§ DESCRIPTION OF THE TASK: In the records below, count each line where the word "this" appears, and reply with that number only.

§ MATERIAL SHOWN:
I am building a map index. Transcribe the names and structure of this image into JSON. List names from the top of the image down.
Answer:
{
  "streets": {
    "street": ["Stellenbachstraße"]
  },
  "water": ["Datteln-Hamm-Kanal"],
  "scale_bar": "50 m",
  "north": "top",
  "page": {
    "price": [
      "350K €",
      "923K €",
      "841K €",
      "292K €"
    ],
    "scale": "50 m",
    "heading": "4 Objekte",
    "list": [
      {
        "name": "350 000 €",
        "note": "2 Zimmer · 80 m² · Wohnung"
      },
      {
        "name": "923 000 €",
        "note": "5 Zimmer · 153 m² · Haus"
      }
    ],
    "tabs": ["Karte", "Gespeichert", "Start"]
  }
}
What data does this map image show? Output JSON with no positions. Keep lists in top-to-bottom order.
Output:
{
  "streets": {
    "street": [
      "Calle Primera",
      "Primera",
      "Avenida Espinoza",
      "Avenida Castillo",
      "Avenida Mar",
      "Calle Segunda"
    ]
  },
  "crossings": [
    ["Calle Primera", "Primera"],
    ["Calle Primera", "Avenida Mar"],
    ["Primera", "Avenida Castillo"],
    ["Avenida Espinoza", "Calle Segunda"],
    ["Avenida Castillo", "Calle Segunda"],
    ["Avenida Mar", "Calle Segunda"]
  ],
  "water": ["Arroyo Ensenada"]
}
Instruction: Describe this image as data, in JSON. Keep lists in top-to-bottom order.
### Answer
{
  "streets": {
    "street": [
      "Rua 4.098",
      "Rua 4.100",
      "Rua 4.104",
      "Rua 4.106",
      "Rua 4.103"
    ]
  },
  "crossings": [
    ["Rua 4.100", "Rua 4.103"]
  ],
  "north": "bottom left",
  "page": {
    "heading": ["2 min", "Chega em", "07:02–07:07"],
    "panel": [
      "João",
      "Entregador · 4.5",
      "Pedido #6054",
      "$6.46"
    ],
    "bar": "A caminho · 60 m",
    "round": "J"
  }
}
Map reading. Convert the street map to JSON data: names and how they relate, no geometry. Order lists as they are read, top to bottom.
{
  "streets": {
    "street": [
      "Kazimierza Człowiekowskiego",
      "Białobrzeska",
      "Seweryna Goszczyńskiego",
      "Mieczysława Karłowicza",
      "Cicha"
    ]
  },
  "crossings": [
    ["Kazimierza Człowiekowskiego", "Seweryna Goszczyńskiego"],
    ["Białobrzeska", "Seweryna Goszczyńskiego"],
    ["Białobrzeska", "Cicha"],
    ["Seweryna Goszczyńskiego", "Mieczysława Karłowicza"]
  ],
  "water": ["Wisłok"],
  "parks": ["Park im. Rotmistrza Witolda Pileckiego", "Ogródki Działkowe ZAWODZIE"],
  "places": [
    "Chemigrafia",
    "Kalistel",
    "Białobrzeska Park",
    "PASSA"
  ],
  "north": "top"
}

§ RESPONSE TO THE EXERCISE: 3